Research Projects

Estimating temperature and precipitation uncertainties with quantile neural networks

The climate system is highly chaotic and unpredictable. As a result, a significant portion of climate science research focuses on constraining climate uncertainties under changing conditions. In light of these uncertainties, we propose a data-driven probabilistic technique, a type of quantile neural network, for quantifying uncertainties that requires few assumptions and has a straightforward implementation. Using a synthetic dataset, we demonstrate the advantages of this quantile neural network over field-standard baselines that make stronger assumptions, such as linear relationships between inputs and outputs and normally distributed uncertainties. We then apply this technique to weather station temperature data and satellite observations of precipitation, finding that daily maximum temperatures are well described by nonlinear relationships with normally distributed uncertainties, whereas precipitation depends significantly nonlinearly on the model inputs and exhibits non-normal statistics. This work shows how quantile neural networks can be easily implemented to gain a more accurate representation of uncertainties in the geosciences.

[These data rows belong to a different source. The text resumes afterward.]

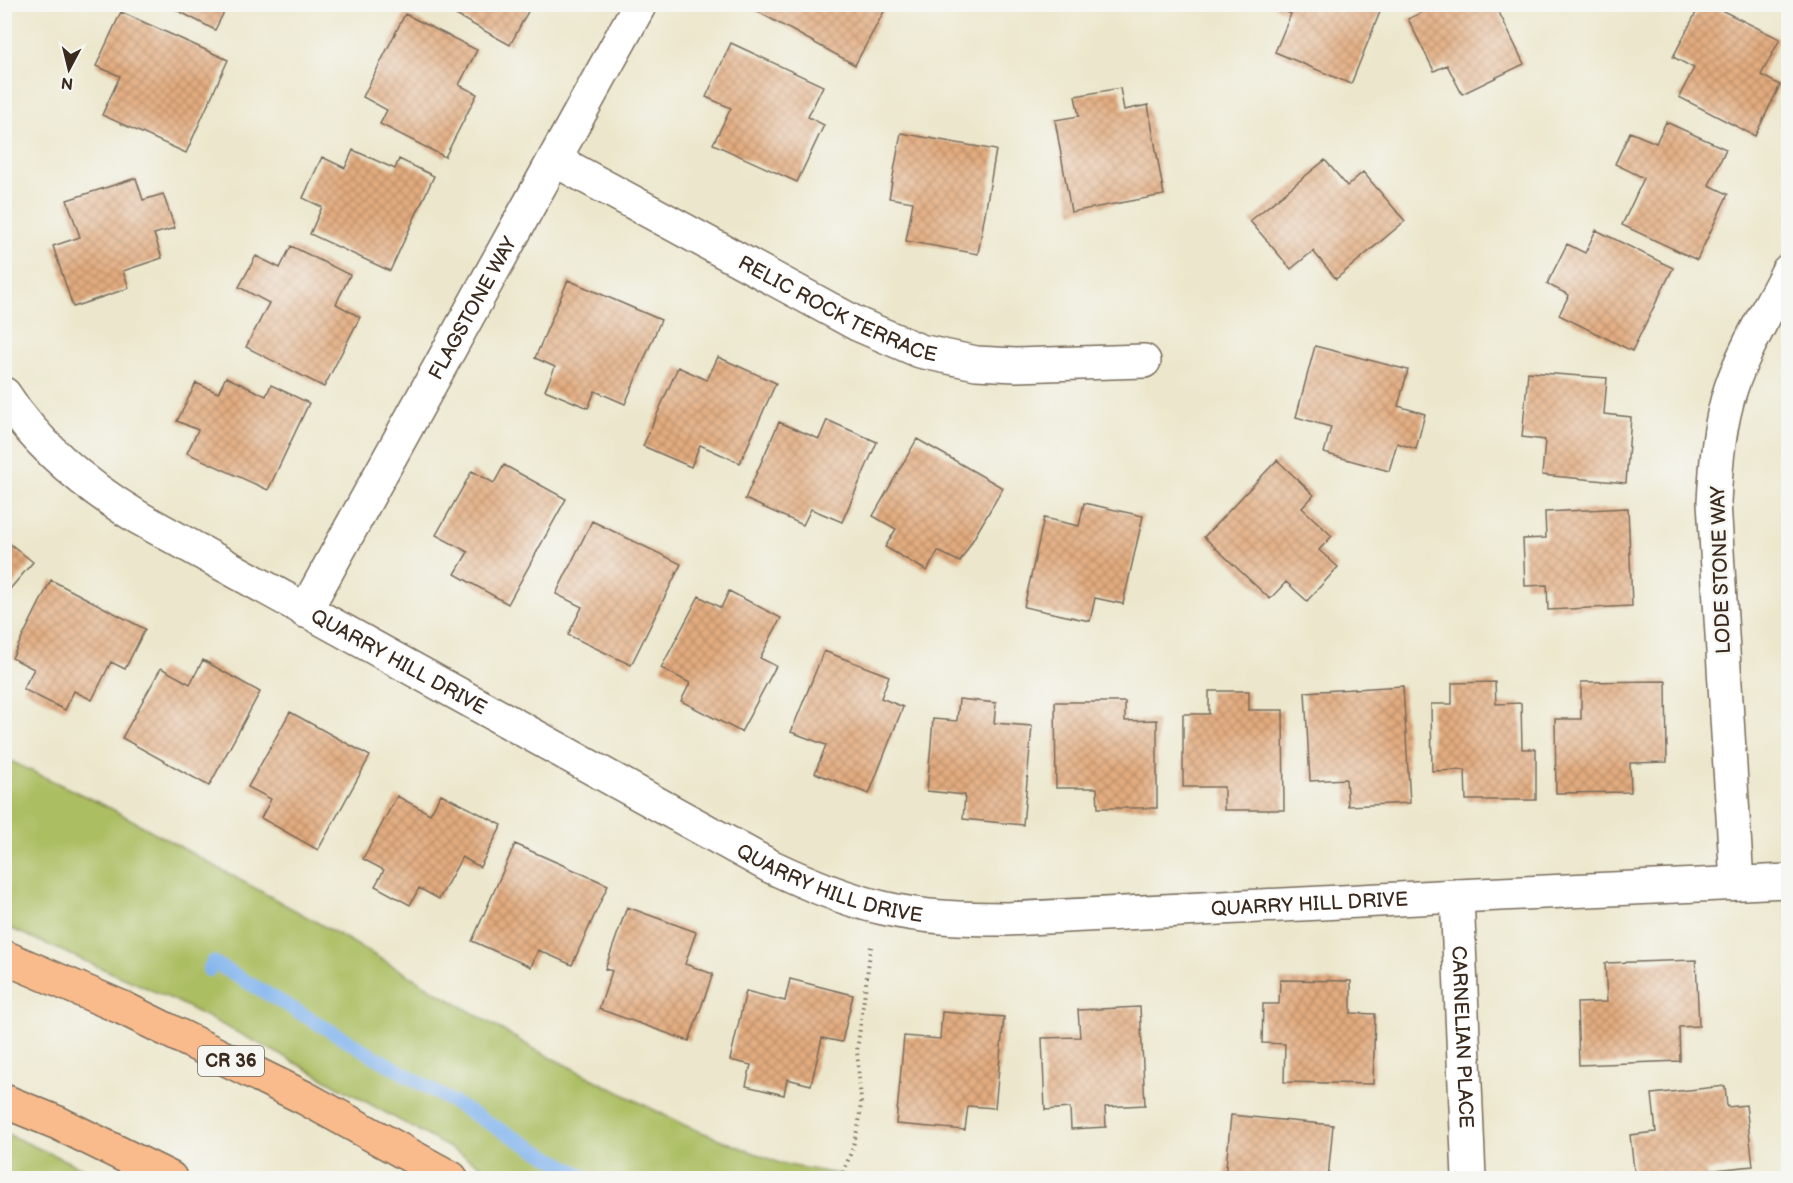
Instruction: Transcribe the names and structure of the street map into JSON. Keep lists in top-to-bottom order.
{
  "streets": {
    "main road": ["CR 36"],
    "street": [
      "RELIC ROCK TERRACE",
      "FLAGSTONE WAY",
      "LODE STONE WAY",
      "QUARRY HILL DRIVE",
      "CARNELIAN PLACE"
    ]
  },
  "crossings": [
    ["RELIC ROCK TERRACE", "FLAGSTONE WAY"],
    ["FLAGSTONE WAY", "QUARRY HILL DRIVE"],
    ["LODE STONE WAY", "QUARRY HILL DRIVE"],
    ["QUARRY HILL DRIVE", "CARNELIAN PLACE"]
  ],
  "north": "bottom"
}
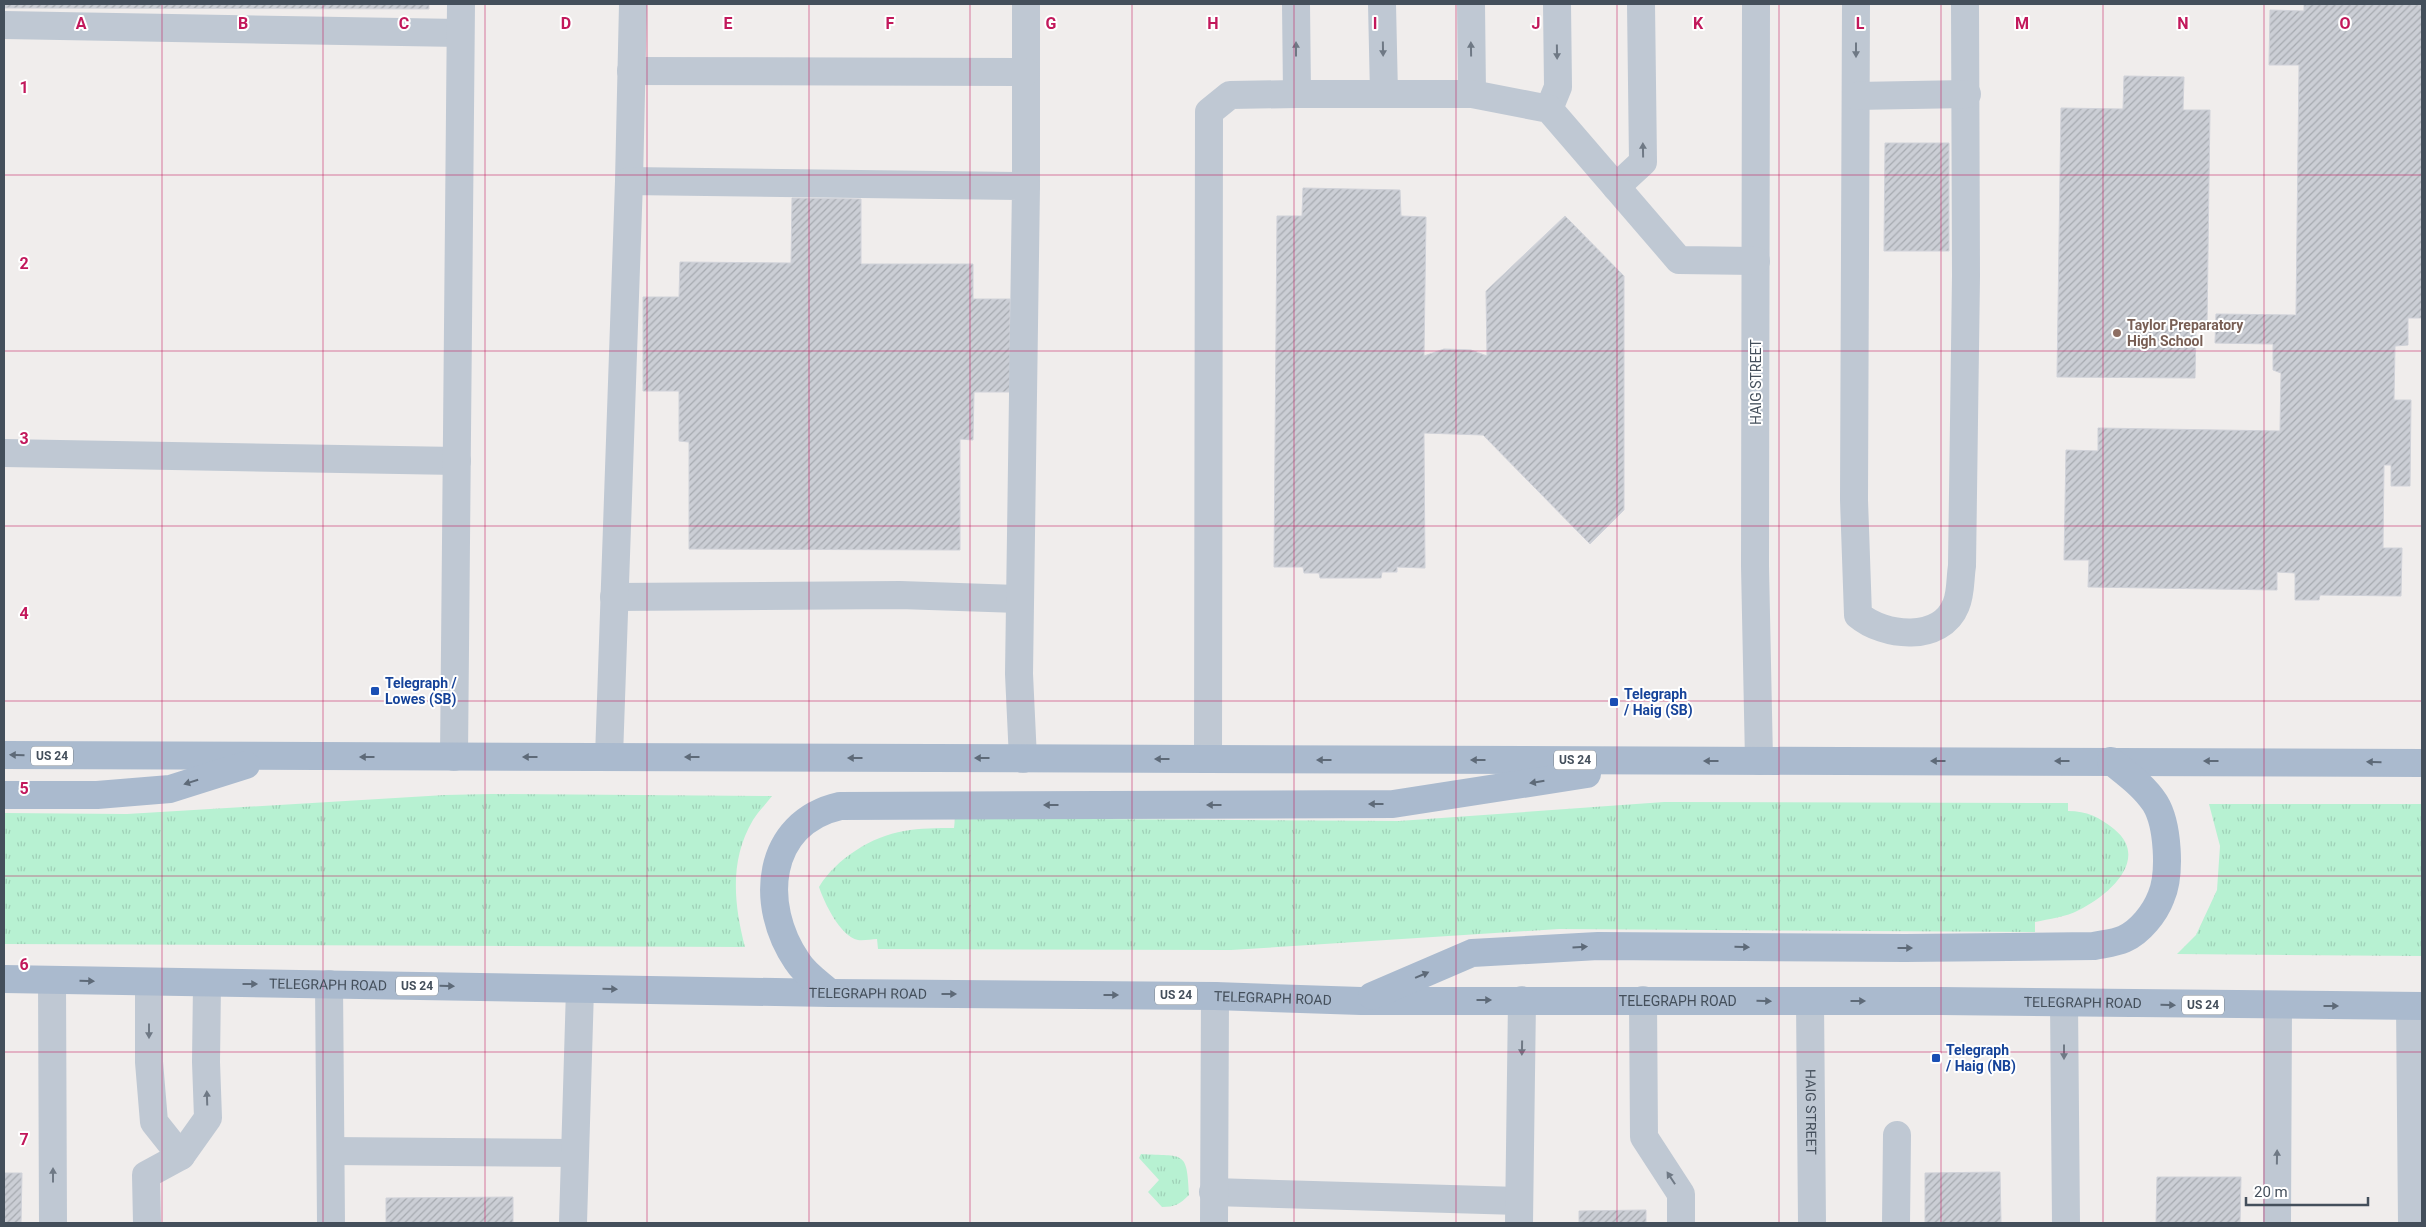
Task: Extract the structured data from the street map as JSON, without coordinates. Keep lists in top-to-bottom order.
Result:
{
  "streets": {
    "main road": ["US 24", "TELEGRAPH ROAD"],
    "street": ["HAIG STREET"]
  },
  "crossings": [
    ["HAIG STREET", "US 24"],
    ["HAIG STREET", "TELEGRAPH ROAD"]
  ],
  "places": {
    "other": ["Taylor Preparatory High School"],
    "transit": ["Telegraph / Lowes (SB)", "Telegraph / Haig (SB)", "Telegraph / Haig (NB)"]
  },
  "scale_bar": "20 m",
  "grid": {
    "columns": [
      "A",
      "B",
      "C",
      "D",
      "E",
      "F",
      "G",
      "H",
      "I",
      "J",
      "K",
      "L",
      "M",
      "N",
      "O"
    ],
    "rows": [
      "1",
      "2",
      "3",
      "4",
      "5",
      "6",
      "7"
    ]
  }
}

Quantile neural network results — Timeseries of predicted distributions of sea level nontidal residuals for a tide gauge at Stone Harbor, New Jersey (39.1°N, 74.8°W) from October 1–November 15, 2020 by our quantile regression neural network. The target timeseries is given by the black line. Gray shading indicates time periods of impacts form Hurricane Delta (October 11–12) and Tropical Storm Zeta (October 29–31), respectively.

✅ Outcomes: Preprint • Code

🔧 Tools: Python • Bash • git/GitHub • Singularity (containerization) • Dask • GCP • Pytorch • Lightning AI • Weights & Biases (optimization/experiment tracking)

💪 Skills: HPC • quantile regression • maximum likelihood estimation • probabilistic modeling • uncertainty quantification • probabilistic metrics (CRPS, calibration) • numerical methods

Learning efficient forecasts for regional sea surface height dynamics

Sea surface height forecasts are impacted by many different sources of uncertainty due to the highly nonlinear and chaotic dynamics of the climate system. Thus, many different approaches are commonly taken to develop forecasts, ranging from coupled-model physics simulations to data-driven approaches trained on observational products. Over the past few decades, Linear Inverse Modeling (LIM) has become an eminent statistical technique for building forecasts in the climate sciences, at times producing forecasts that can outperform numerical simulations. However, it assumes that the modeled system is described by linear dynamics, an often strong assumption for the chaotic and complex climate system.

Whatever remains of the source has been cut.